▶ What to do: Working through the entries below, find how many lines include "shadow", then write only that number.

Source data:
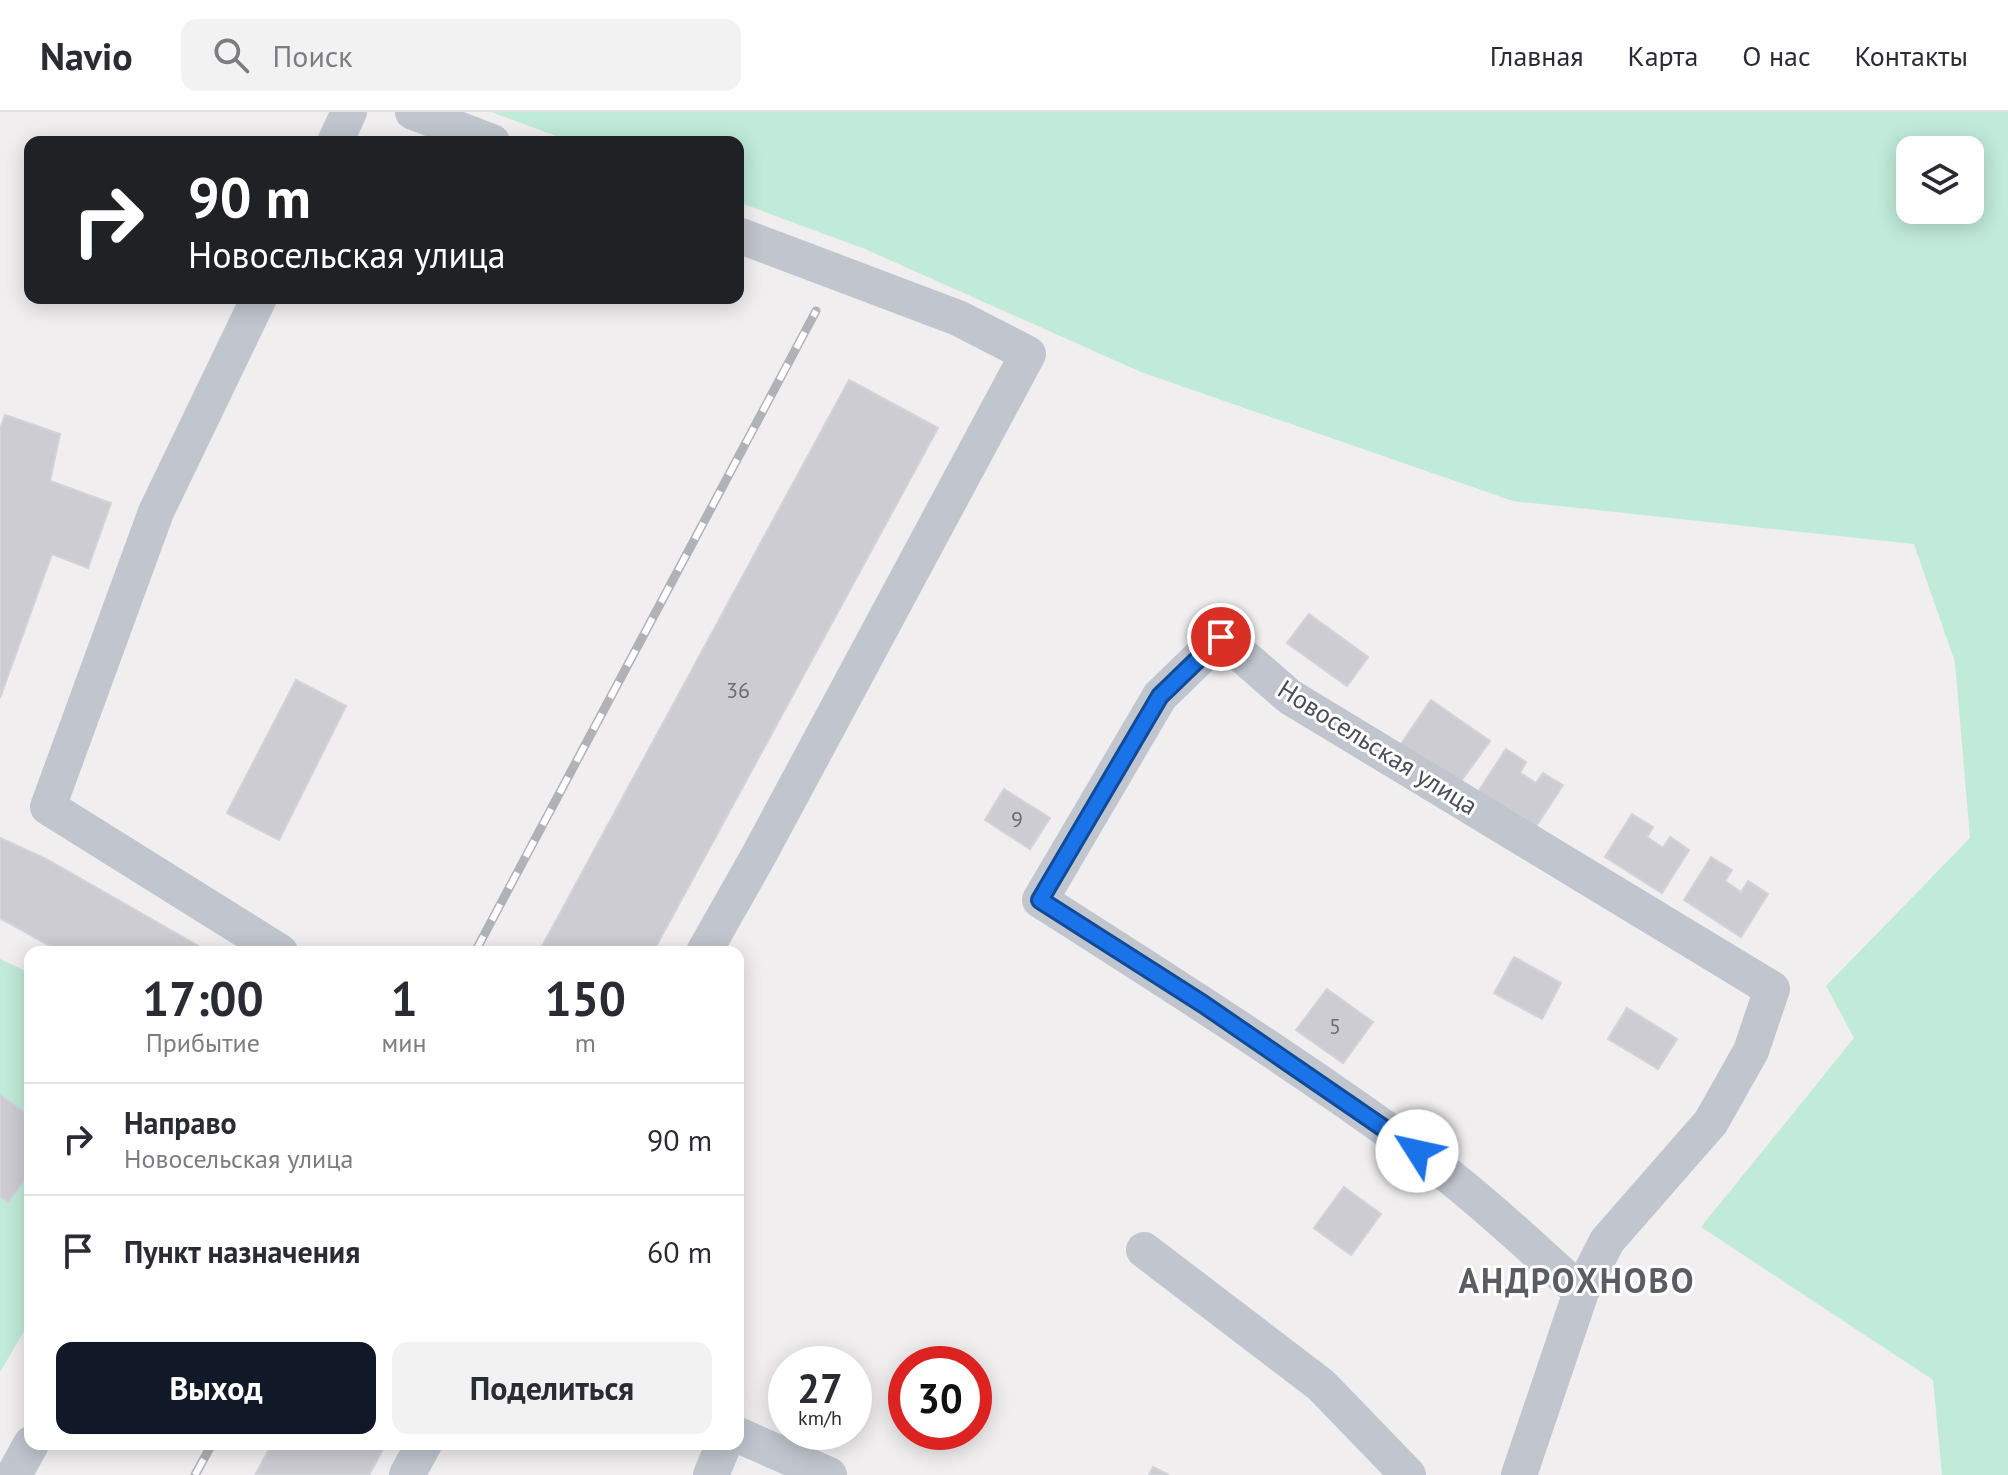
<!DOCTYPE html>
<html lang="ru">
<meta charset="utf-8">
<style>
:root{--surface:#fff;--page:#f2f2f3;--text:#2b2b33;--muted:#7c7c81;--line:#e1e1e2;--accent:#111827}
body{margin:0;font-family:"PT Sans",sans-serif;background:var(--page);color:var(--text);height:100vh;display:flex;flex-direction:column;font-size:30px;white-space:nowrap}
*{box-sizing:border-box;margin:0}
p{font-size:26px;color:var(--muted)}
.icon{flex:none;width:44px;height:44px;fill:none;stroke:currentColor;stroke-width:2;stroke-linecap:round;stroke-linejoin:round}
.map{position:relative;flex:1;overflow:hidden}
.side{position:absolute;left:24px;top:834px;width:720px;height:504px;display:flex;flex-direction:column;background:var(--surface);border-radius:16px;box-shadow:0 4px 20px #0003}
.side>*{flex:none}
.guide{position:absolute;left:24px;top:24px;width:720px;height:168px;border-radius:16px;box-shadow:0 4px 20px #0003;background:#202124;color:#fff;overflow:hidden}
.controls{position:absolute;left:1896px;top:24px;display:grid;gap:16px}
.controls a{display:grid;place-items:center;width:88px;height:88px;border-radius:16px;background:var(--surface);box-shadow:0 4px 20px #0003;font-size:40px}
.speed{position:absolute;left:768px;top:1234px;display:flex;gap:16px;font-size:40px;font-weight:700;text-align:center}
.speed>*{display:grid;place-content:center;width:104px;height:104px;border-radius:50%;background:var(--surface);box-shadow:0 4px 20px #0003;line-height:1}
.speed small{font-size:20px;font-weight:400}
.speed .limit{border:12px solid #d22;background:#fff;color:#111}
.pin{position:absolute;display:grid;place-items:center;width:68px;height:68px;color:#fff;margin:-34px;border:4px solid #fff;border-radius:50%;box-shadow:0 2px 8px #0007}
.me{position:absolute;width:88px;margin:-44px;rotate:305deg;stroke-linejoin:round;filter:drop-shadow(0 0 6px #0008)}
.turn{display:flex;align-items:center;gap:28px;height:168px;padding:0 32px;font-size:36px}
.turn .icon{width:104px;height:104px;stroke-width:2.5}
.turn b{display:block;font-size:56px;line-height:68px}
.eta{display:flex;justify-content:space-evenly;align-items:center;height:136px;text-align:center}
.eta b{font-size:48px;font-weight:800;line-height:56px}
.action{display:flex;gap:16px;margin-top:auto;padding:16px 32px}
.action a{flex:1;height:92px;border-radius:16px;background:var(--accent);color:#fff;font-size:32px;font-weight:800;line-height:92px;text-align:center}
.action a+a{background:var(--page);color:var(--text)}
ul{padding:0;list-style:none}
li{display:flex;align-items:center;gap:24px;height:112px;padding:0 32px;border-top:2px solid var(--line)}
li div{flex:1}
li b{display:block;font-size:30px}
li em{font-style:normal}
header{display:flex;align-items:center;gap:48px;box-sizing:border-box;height:112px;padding:0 40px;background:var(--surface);border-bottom:2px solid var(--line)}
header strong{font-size:38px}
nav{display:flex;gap:44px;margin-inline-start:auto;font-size:28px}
.search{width:560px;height:72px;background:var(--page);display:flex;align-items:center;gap:20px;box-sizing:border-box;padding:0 28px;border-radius:16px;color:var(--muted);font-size:30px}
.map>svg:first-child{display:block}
.green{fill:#c0eada;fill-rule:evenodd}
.building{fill:#ccccd2;stroke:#d2d3d9;stroke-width:2}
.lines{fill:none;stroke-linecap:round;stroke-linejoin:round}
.minor{stroke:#c0c5ce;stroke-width:36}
.rail-casing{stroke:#b1b2b7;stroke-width:9}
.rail{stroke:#fff;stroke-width:6;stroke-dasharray:18;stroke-linecap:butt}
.route-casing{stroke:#114b97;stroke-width:20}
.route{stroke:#1a73e8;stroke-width:14}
.labels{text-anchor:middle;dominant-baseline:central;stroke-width:6;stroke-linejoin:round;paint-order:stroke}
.number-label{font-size:22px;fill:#696d77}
.street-label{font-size:26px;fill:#484d59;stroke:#fff}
.district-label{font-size:34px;font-weight:bold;letter-spacing:2px;fill:#5b5d62;stroke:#fff}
</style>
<header>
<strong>Navio</strong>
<div class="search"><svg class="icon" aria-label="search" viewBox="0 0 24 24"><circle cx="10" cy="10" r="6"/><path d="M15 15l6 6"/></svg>Поиск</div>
<nav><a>Главная</a><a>Карта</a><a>О нас</a><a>Контакты</a></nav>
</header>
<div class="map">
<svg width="2008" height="1363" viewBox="0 0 2008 1363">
<rect width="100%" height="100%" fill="#f0eeee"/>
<!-- green -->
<g class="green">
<path d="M491,0H2008V1363H1942L1933,1268L1701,1115L1854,926L1826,874L1970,726L1955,550L1914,432L1513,389L1141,260L865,137L738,90V30H573ZM1910,38H1970V98H1910Z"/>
<path d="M0,847L30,861V1209L0,1260Z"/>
</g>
<!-- building -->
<g class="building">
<path d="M849,268L938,316L653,840H539Z"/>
<path d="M5,303L60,322L50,369L111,391L88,456L52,442L0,586V317Z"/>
<path d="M1309,502L1368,545L1347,574L1287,531Z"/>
<path d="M296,568L346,594L279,728L227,701Z"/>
<path d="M1431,588L1490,629L1459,672L1401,632Z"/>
<path d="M1506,637L1526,650L1520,661L1536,671L1543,661L1563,673L1535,716L1478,680Z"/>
<path d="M1004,677L1050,706L1030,737L985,708Z"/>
<path d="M1632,702L1653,715L1647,725L1663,736L1670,725L1689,738L1662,781L1605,745Z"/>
<path d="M0,726L46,747L209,840H61L0,806Z"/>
<path d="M1711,745L1732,758L1725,769L1741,780L1748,769L1768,782L1741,825L1684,788Z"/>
<path d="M1514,845L1561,871L1542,907L1494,881Z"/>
<path d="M1327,877L1373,910L1343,951L1296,918Z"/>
<path d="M1627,896L1677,927L1658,957L1608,927Z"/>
<path d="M0,983L30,1004V1060L8,1090L0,1084Z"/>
<path d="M1344,1075L1381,1102L1351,1143L1314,1116Z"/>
<path d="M272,1332H386L369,1363H255Z"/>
<path d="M1153,1355L1169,1363H1149Z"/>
</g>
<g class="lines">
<!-- minor -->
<g class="minor">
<path d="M413,0L492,30"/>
<path d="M335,30L349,0"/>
<path d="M259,186L156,400L48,695L280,840"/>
<path d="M704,840L760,741L1028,242L958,206L738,123"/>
<path d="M1144,1138L1321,1273L1408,1363"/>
<path d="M738,1323L829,1363"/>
<path d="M14,1363L31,1332"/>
<path d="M407,1363L424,1332"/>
<path d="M711,1363L724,1332"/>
<path d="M1519,1363L1581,1180L1607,1129L1711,1010L1751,939L1772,877L1290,585L1221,525L1160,584L1040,788C1167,869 1293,949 1415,1038C1473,1080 1527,1131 1581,1180"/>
</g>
<!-- rail casing -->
<g class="rail-casing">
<g id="rail">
<path d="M475,840L816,199"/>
<path d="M195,1363L212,1332"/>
</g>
</g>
<!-- rail -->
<use href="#rail" class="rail"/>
</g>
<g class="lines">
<!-- route casing -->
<g class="route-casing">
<path id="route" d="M1221,525L1160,584L1040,788L1203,892L1417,1039"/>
</g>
<!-- route -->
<use href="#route" class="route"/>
</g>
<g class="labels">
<!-- number labels -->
<g class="number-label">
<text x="738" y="578">36</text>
<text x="1017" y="707">9</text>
<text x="1335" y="914">5</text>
</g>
<!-- street labels -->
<g class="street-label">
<text transform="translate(1378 635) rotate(32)">Новосельская улица</text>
</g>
<!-- district labels -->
<g class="district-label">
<text x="1577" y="1168">АНДРОХНОВО</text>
</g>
</g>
</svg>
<div class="controls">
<a><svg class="icon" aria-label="layers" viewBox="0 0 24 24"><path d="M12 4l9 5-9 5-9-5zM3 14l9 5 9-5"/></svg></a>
</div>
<div class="speed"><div>27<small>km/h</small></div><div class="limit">30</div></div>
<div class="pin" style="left:1221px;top:525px;background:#d93025"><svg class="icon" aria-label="arrive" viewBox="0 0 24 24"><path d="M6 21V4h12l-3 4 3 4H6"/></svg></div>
<svg class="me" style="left:1417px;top:1039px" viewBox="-20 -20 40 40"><circle r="19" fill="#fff"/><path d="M0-13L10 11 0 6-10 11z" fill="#1a73e8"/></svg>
<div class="guide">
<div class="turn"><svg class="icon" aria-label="right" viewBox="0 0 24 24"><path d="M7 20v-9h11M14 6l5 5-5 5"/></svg><div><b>90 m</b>Новосельская улица</div></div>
</div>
<section class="side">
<div class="eta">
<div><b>17:00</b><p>Прибытие</p></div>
<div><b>1</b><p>мин</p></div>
<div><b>150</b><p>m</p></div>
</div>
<ul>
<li><svg class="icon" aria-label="right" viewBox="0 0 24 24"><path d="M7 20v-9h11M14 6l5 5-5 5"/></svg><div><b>Направо</b><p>Новосельская улица</p></div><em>90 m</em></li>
<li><svg class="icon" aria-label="arrive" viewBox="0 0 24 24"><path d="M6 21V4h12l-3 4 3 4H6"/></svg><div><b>Пункт назначения</b></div><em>60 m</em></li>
</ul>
<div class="action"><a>Выход</a><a>Поделиться</a></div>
</section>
</div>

▶ Your response: 6